Folk dances of Jharkhand represent  its vibrant culture and tradition. There are various folk dance in the state of Jharkhand which are performed during harvest season, festival and social gatherings. Some folk and tribal dances in Jharkhand are Jhumair, Mardana Jhumair, Janani Jhumair, Domkach, Lahasua, Jhumta, Fagua, Paika, Chhau, Firkal, Mundari and Santali.

List of Folk dances
Some folk dances are as follows:

Jhumair

Jhumair is popular folk dance of Jharkhand. It performed during harvest season and festivals. Musical Instruments used are Mandar, Dhol, Nagara, Dhak, Bansi Shehnai.

Mardani Jhumair

Mardani Jhumar is Nagpuri folk dance performed by men. Men wear ghungroo, hold sword and dance in the circle.

Janani Jhumair

Janani Jhumair is Nagpuri folk dance performed by women.The dance have feminine grace.

Domkach

Domkach is a folk dance performed in Jharkhand in marriage.

Fagua 
Fagua is a  folk dance performed by both men and women during festival of Fagua. The musical instruments used are Mandar, Dhol and Bansi.

Paiki

Paiki is a Nagpuri ceremonial martial dance. It is performed by men. Men wear ghungroo, dance holding sword and shield. Music instruments used are Nagara, Dhak, and Shehnai.

Chhau dance

Chhau dance is a semi-classical Indian dance with tribal and folk tradition, found in  district of Jharkhand.

Firkal dance

Firkal is a martial art folk-dance of Bhumij tribes. The main instruments of Firkal are swords, arrows, bows and shields.
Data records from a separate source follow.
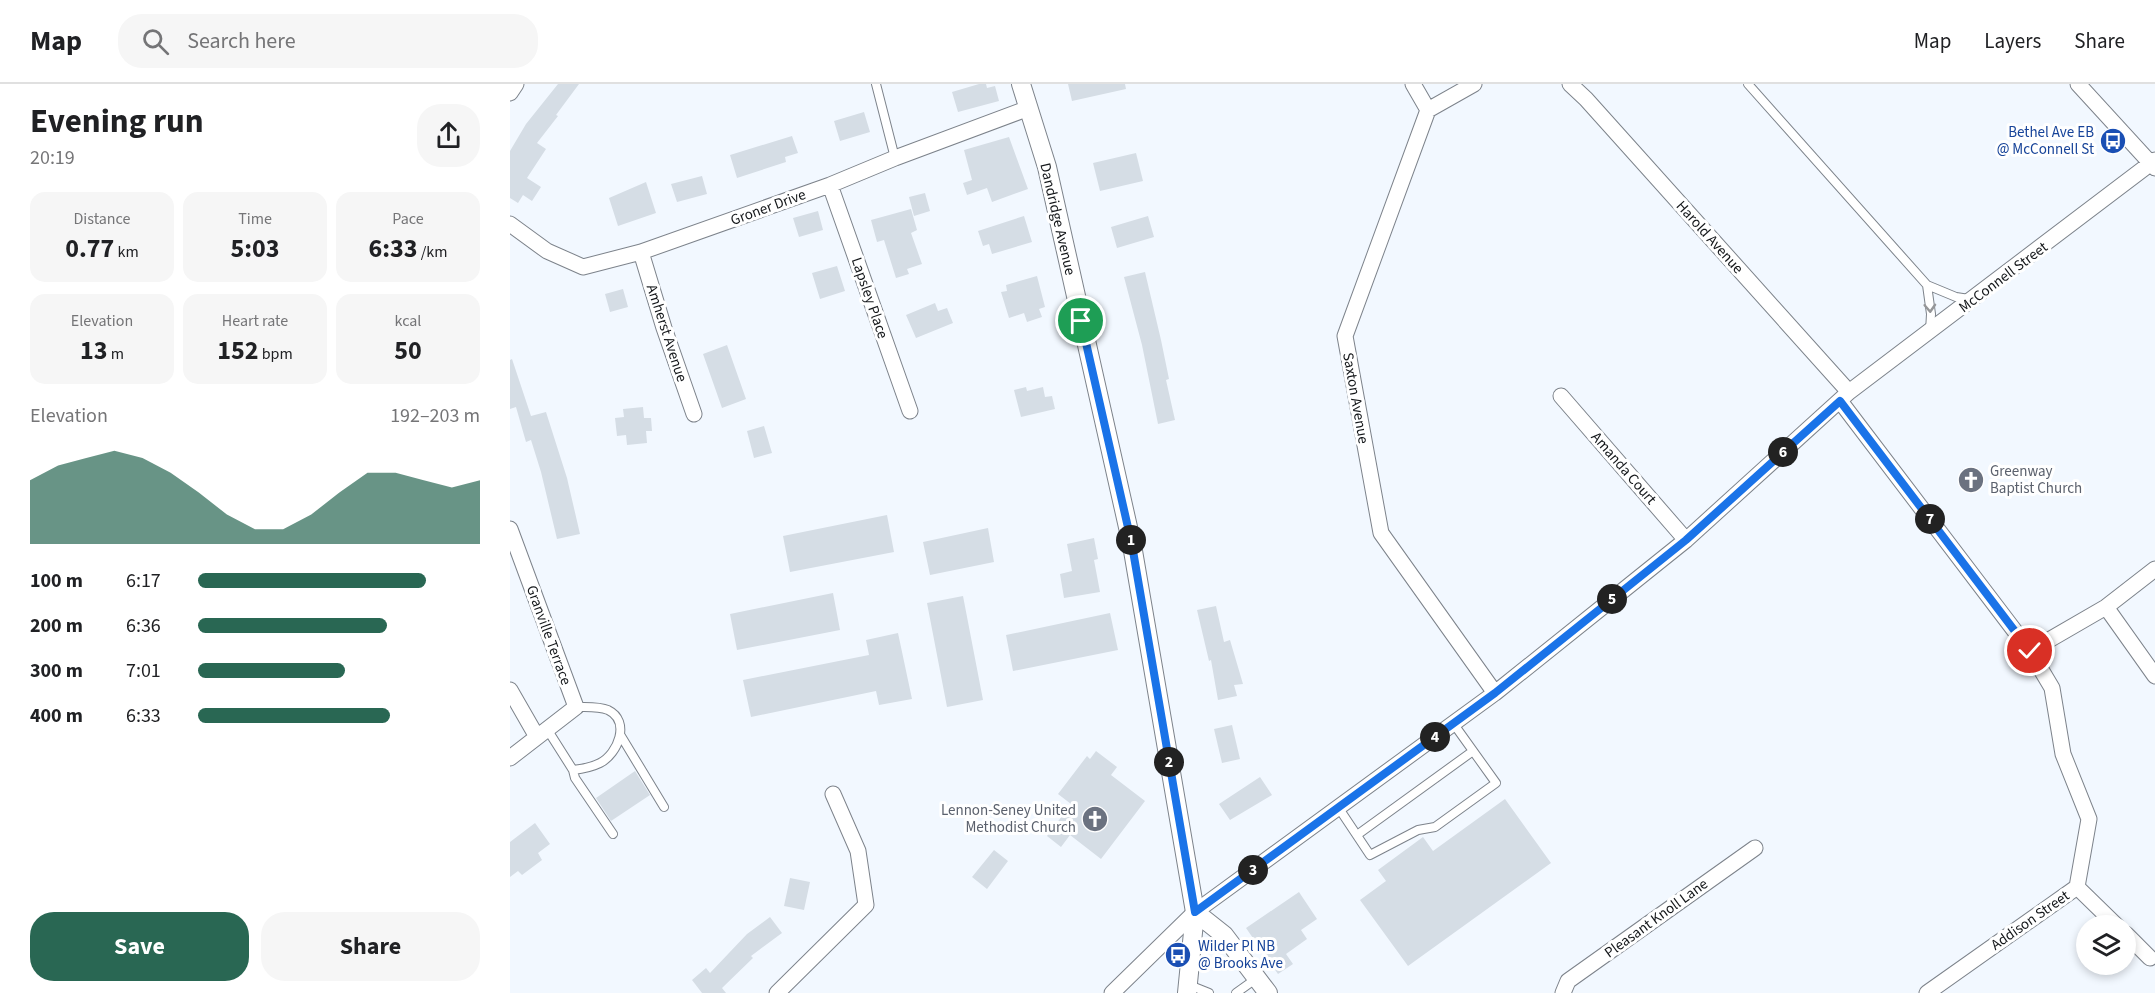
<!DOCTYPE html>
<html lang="en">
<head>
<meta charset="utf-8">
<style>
	:root { --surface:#fff; --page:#f6f6f6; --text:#202124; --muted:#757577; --line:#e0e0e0; --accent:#296753 }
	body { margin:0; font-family:"Source Sans 3",sans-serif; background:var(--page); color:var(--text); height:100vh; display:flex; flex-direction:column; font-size:22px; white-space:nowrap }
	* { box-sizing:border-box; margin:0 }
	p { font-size:20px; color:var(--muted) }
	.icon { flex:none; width:33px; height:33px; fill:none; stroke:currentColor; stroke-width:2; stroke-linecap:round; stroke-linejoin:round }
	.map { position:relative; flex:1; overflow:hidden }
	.details { display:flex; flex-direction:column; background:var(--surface); width:510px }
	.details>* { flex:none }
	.controls { position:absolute; left:1566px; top:831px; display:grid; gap:12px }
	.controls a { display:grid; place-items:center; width:60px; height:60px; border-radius:50%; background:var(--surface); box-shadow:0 3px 9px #0003; font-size:30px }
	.pin { position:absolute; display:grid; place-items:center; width:51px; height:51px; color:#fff; margin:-26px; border:3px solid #fff; border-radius:50%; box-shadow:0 2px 6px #0007 }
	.km { position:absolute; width:30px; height:30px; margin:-15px; border-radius:50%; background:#222; color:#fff; font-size:16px; line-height:30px; text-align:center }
	.round { display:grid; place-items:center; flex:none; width:63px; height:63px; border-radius:24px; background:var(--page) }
	.headline { display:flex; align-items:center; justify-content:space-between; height:102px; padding:0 30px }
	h1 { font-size:33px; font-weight:700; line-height:45px }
	.figures { display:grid; grid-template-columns:repeat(3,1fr); gap:9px; height:102px; padding:6px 30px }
	.figures div { display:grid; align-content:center; border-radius:15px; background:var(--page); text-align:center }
	.figures b { font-size:26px; font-weight:700 }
	.figures small { font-size:16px; font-weight:400 }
	.figures p { font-size:16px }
	.chart { height:168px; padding:12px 30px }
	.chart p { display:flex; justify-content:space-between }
	.chart svg { width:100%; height:108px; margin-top:6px; fill:var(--accent); opacity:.7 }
	.primary-button { display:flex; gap:12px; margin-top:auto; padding:12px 30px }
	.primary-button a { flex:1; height:69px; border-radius:24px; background:var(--accent); color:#fff; font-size:24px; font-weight:700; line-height:69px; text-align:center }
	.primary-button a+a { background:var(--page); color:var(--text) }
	ul { padding:0 30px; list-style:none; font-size:20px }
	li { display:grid; grid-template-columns:96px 72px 1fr; align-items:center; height:45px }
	li i { height:15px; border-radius:8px; background:var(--accent) }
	header { display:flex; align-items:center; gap:36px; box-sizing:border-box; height:84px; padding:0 30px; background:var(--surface); border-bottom:2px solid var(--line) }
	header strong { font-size:28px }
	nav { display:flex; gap:33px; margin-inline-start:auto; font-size:21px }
	.search { width:420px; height:54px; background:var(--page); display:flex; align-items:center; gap:15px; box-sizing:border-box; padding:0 21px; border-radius:24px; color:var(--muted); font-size:22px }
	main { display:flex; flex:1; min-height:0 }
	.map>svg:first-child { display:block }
	.building { fill:#d5dde5 }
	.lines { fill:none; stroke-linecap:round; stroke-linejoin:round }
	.service-casing { stroke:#7d838b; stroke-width:10 }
	.minor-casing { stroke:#7d838b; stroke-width:17 }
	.tertiary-casing { stroke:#7d838b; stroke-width:20 }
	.service { stroke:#fff; stroke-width:8 }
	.minor { stroke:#fff; stroke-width:15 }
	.tertiary { stroke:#fff; stroke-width:18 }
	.oneway { stroke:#959698 }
	.route-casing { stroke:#fff; stroke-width:12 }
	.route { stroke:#1a73e8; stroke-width:8 }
	.labels { text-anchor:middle; stroke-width:6; stroke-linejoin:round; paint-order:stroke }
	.transit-label { font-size:15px; fill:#164399; stroke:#fff; text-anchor:end }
	.street-label { font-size:15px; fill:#131619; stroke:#fff }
	.worship-label { font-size:15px; fill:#5b616d; stroke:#fff; text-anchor:start }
</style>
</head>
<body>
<header>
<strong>Map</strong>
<div class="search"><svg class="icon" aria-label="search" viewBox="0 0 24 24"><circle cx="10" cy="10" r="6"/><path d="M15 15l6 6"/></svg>Search here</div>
<nav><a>Map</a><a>Layers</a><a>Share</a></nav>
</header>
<main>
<section class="details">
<div class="headline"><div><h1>Evening run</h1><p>20:19</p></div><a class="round"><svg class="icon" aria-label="share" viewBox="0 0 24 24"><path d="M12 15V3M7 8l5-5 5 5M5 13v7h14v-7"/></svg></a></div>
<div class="figures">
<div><p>Distance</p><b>0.77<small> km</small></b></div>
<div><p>Time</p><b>5:03</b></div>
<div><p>Pace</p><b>6:33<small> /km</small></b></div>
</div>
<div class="figures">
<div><p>Elevation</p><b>13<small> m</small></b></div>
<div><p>Heart rate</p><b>152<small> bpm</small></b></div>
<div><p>kcal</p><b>50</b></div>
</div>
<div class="chart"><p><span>Elevation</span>192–203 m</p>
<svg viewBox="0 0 160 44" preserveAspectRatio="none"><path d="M0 44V18L10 12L20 9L30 6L40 9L50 15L60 23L70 32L80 38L90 38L100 32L110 23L120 15L130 15L140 18L150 21L160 18V44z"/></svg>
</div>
<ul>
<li><b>100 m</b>6:17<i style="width:81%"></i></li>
<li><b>200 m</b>6:36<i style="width:67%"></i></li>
<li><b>300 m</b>7:01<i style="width:52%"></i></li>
<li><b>400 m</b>6:33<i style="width:68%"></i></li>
</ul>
<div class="primary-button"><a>Save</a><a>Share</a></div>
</section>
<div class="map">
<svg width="1645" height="909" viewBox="0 0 1645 909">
	<rect width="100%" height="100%" fill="#f2f8ff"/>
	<path class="building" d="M48,0H69L46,31L48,32L27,59L36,65L17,94L31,103L22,117L13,111L8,119L0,114V67L16,40Z
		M469,0H476L477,4L485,2L489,17L448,28L442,8Z
		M558,0H615L616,5L562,17Z
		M354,28L360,48L330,57L324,37Z
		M282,52L288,69L275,73L276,78L227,94L220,71Z
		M499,53L518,105L482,118L477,104L457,111L453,99L462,96L454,66Z
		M626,69L633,97L590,107L583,79Z
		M192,92L197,110L167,118L161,100Z
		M136,98L146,129L108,142L99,114Z
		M415,109L420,127L404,132L399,113Z
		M401,125L407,146L401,149L412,180L397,185L399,190L386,194L374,156L367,158L361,136Z
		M308,127L313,146L289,153L283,134Z
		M514,132L522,158L482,170L479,160L473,162L468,147Z
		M638,132L644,153L607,164L601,143Z
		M327,182L335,207L310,215L302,189Z
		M635,188L651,256L659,295L656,296L665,336L648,340L632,261L614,193Z
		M527,192L535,223L529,225L532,233L517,238L514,229L499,234L491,208L497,207L496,201Z
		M113,205L118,223L100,228L95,210Z
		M425,219L428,227L437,224L443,239L406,254L396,231Z
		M217,261L236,315L212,324L193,270Z
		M2,275L21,332L36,328L57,394L70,450L47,455L31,388L21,356L16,358L6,323L0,325V276Z
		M516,303L517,307L533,303L535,313L542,312L545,325L511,333L504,306Z
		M133,323L134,334H141L142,347H136L137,359L117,361L116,351L107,352L105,334L114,333L113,325Z
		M254,342L262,369L244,374L237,347Z
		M377,431L384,468L280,488L273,452Z
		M478,444L484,478L420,491L413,458Z
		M584,454L588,475L584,476L590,508L554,514L550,490L562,487L557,460Z
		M323,509L330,546L227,566L220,530Z
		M453,512L473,616L437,623L417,519Z
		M706,522L714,558L720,556L733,600L724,601L727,612L708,616L701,576L699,577L687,526Z
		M600,529L608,566L503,587L496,551Z
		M388,549L402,615L369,621L366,607L241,633L233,596L359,571L356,556Z
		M722,641L730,675L712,679L704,645Z
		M586,667L607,683L601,691L635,717L591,775L560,751L551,763L537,752L561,720L548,710L577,672L580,675Z
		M125,687L140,711L101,737L86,714Z
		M750,693L762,711L720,736L709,720Z
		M995,715L1041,779L898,882L850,816L876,797L868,786L913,753L923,767Z
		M25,739L40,760L28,769L32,776L12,791L8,787L0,793V758Z
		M484,766L498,777L477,805L462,793Z
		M280,794L300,798L294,826L274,822Z
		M789,808L807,835L791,846L797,855L776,870L783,880L768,890L736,844Z
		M260,833L272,849L241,872L243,874L212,904L216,909H192L182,896L196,884L200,889L237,850Z"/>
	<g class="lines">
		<g class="service-casing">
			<path id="service" d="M366,0L385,74
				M1238,0L1417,201L1446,213L1459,215
				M1417,201L1421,230L1420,247
				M37,645L63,686C72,685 82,683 90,679C108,670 121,637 98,626C89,622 76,623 66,623
				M111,652L154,723
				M63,686L65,694L103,750
				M828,723L860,771L908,746L925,743L986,699L943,639
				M847,751L963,667
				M679,901L699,909
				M726,909L747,894"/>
		</g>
		<g class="minor-casing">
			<path id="minor" d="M903,0L918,26L835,252L871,449L985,609
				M1060,0L1076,15L1339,308
				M1568,0L1645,84
				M0,9L6,0
				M918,26L964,0
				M320,101L400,327
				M0,140L37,167L73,183L131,168L320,101L385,74L519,24
				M131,168L154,244L184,330
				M1051,312L1176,456
				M1330,317L1520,567L1542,604L1553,670L1579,735L1567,803L1417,909
				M0,445L66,623L0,674
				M1596,523L1645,592
				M1520,567L1596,523L1645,485
				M0,606L27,653
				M1567,803L1607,842
				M1616,850L1640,874
				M267,909L356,821L348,767L323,710
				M602,909L685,828L985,609L1176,456L1339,308L1645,76
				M1053,909L1058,897L1245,764"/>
		</g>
		<g class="tertiary-casing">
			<path id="tertiary" d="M511,0L537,83L622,461L685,828L677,909
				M685,828L714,851L758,909"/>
		</g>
		<use href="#service" class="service"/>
		<use href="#minor" class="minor"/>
		<use href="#tertiary" class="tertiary"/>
	</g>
	<defs><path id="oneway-chevron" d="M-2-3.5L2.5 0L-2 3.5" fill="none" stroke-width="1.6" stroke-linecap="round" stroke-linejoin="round" transform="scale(1.5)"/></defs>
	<use class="oneway" href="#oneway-chevron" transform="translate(1420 224) rotate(87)"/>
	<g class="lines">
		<g class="route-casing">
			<path id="route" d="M571,237L622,461L685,828L985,609L1176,456L1330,317L1520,567"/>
		</g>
		<use href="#route" class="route"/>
	</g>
	<defs>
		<g id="bus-disc" transform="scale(1.35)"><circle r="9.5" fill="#1a4fb4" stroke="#fff"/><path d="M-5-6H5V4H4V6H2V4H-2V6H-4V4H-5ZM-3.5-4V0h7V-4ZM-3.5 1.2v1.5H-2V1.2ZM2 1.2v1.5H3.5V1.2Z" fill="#fff"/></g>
		<g id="church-disc" transform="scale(1.35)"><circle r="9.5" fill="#6b7280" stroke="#fff"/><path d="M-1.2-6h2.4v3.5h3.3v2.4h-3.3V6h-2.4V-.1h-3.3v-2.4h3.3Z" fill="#fff"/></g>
	</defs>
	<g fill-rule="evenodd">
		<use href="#bus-disc" x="1603" y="57"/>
		<use href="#church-disc" x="1461" y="396"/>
		<use href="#church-disc" x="585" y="735"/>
		<use href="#bus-disc" x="668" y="871"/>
	</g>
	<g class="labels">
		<g class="transit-label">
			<text x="1584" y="53">Bethel Ave EB<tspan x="1584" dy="17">@ McConnell St</tspan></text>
			<text x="688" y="867" text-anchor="start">Wilder Pl NB<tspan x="688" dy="17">@ Brooks Ave</tspan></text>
		</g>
		<g class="street-label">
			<text transform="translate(258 123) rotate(-20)" y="5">Groner Drive</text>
			<text transform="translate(548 135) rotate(77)" y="5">Dandridge Avenue</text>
			<text transform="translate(1200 153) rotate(48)" y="5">Harold Avenue</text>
			<text transform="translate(1493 193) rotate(-37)" y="5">McConnell Street</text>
			<text transform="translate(360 214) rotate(71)" y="5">Lapsley Place</text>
			<text transform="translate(157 249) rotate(72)" y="5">Amherst Avenue</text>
			<text transform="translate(846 314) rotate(80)" y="5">Saxton Avenue</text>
			<text transform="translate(1114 384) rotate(49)" y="5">Amanda Court</text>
			<text transform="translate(39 551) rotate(70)" y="5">Granville Terrace</text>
			<text transform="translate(1146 834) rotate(-36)" y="5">Pleasant Knoll Lane</text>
			<text transform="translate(1520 836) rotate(-35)" y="5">Addison Street</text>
		</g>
		<g class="worship-label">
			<text x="1480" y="392">Greenway<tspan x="1480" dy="17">Baptist Church</tspan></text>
			<text x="566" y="731" text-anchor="end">Lennon-Seney United<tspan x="566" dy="17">Methodist Church</tspan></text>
		</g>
	</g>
</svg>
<div class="controls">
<a><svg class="icon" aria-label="layers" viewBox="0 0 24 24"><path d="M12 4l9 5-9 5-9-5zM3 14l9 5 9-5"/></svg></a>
</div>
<div class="pin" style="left:571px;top:237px;background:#1e9e55"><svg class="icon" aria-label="arrive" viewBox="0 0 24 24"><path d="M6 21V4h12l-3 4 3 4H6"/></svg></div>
<div class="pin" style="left:1520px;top:567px;background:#d93025"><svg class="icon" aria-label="check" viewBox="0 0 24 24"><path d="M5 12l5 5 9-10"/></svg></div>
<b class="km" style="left:621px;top:456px">1</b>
<b class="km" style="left:659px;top:678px">2</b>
<b class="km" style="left:743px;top:786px">3</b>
<b class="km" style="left:925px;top:653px">4</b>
<b class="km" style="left:1102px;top:515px">5</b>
<b class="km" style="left:1273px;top:368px">6</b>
<b class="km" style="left:1420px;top:435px">7</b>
</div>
</main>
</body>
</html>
It can be found in Potka block in East Singhbhum district of Jharkhand.

Mundari dance
Munda tribe have its own dance which performed during harvest season and festival accompanied by musical Instrument Madal, Nagara and Bansi. Munda refer to their dance and song as durang and Susun respectively Mundari folk dance are Jadur and Jena.

Santali dance 
Santal tribe have its own unique dance. They performed it during harvest season and festival accompanied by instruments such as Madal and Nagara.

Kurukh dance
Kurukh tribe
perform folk dances during different occasions such as harvesting, festival, marriage etc. In kurukh language dance is called "Dandi". Some folk dance of Kurukh tribe are Jagra Matha, Jadur, Karam dandi,  khaddi and dudhiya etc.

Ranga is also folk dance of Jharkhand.